CUS Addition Unveiled by Developer

Chicago Union Station will get a quite different look if Amtrak and a developer follow through on plans to build an addition atop the station that will house apartments, retail space and a hotel.

The seven-story addition of steel and glass would be built on top of the existing head house.

It is the second time that a developer has proposed an addition to Union Station, the first having come in 2002 and failed to materialize.

The latest plan, which is expected to cost $1 billion, seeks to make Union Station a seven-day-a-week, year-round “destination.”

Already the proposed addition, which was designed by Riverside Investment & Development and Convexity Properties, has drawn the ire of some who say it is at odds with the original appearance of the station.

Chicago Tribune architecture critic Blair Kamin described the addition as “utterly underwhelming” and added that the exterior of the addition is “a skeletal metal and glass grid [that] is at odds with the station’s carefully composed classical aesthetic.”

Kamin said the addition is “one era of architecture [that] had been piled, willy-nilly, atop another.”

Amtrak owns Union Station and hired Riverside Investment in May 2017 to create a plan for further commercial development of the depot.

As part of the construction of the addition, natural light would still be allowed to illuminate the Great Hall because the skylight would be retained.
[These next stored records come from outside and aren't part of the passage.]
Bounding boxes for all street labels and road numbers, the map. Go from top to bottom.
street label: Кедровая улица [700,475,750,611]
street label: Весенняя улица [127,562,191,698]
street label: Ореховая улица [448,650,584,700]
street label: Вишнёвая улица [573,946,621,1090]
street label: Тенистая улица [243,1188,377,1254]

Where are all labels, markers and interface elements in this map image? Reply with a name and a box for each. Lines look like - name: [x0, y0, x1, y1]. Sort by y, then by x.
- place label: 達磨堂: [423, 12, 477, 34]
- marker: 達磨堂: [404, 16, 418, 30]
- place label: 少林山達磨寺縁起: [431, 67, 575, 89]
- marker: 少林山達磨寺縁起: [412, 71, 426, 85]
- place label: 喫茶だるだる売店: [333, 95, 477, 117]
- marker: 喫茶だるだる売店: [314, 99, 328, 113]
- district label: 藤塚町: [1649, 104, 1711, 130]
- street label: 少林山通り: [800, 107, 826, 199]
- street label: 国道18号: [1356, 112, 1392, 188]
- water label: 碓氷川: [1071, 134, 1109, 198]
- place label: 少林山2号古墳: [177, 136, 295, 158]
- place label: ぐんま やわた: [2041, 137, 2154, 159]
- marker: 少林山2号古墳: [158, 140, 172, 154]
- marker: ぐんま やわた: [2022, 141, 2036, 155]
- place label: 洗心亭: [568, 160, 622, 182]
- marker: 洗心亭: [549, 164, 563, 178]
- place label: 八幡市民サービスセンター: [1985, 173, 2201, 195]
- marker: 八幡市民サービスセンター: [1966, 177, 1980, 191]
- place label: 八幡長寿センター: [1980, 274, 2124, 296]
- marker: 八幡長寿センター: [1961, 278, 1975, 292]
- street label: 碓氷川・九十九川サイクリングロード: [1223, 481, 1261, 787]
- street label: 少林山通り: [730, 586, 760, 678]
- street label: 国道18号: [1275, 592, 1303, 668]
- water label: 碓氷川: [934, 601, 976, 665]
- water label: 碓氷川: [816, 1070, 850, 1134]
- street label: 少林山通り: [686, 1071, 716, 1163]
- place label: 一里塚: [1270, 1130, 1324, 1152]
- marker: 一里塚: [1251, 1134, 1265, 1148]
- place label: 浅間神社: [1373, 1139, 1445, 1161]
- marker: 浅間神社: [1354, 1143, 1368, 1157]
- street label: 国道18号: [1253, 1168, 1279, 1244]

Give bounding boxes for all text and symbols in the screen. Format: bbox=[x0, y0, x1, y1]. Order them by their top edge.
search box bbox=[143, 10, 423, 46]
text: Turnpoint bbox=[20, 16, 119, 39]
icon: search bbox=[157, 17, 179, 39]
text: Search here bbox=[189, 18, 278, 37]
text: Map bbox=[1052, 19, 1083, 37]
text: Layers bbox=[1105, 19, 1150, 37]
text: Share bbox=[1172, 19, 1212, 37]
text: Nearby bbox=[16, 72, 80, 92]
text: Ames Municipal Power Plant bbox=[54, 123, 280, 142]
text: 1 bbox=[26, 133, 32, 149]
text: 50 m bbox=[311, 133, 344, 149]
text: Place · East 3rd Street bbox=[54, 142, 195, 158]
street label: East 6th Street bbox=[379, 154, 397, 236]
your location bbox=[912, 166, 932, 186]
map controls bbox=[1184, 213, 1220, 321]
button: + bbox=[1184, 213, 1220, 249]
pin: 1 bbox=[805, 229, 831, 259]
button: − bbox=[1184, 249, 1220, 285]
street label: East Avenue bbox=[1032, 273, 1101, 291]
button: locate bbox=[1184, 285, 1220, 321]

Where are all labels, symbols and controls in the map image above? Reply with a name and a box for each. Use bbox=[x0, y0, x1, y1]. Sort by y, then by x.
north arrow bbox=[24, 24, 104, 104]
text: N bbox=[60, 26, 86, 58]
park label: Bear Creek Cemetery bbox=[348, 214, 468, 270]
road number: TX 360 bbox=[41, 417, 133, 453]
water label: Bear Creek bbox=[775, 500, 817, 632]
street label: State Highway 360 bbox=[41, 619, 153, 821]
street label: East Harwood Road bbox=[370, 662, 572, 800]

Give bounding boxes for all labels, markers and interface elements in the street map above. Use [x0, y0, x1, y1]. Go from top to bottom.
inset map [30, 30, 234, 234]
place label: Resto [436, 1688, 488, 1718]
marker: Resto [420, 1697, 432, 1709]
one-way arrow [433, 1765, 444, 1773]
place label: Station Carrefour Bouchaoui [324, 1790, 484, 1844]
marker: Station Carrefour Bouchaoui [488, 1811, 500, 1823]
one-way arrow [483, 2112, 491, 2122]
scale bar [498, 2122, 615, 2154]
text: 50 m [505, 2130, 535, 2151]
Completed in 1925, Union Station served the Pennsylvania; Alton Road (later Gulf, Mobile & Ohio); Chicago, Burlington & Quincy; and the Chicago, Milwaukee, St. Paul & Pacific railroads.

The station was designed by Daniel Burnham and successor firm Graham, Anderson, Probst & White.

The addition would not affect operations of Amtrak and Metra commuter trains in the Concourse building located across the street from the Head House.

The redevelopment of Union Station must be approved by the Chicago City Council and Amtrak’s board of directors.

Developers are optimistic that construction can begin in spring 2019.

If built, the addition would be similar to one proposed in 2002 by Chicago architect Lucien Lagrange that called for a 400-foot tower atops the station.

Kamin noted that Burnham envisioned Union Station as a gateway to Chicago’s west loop neighborhood and planned for an office building to be built atop the station. The foundations for that structure were laid, but it was never built.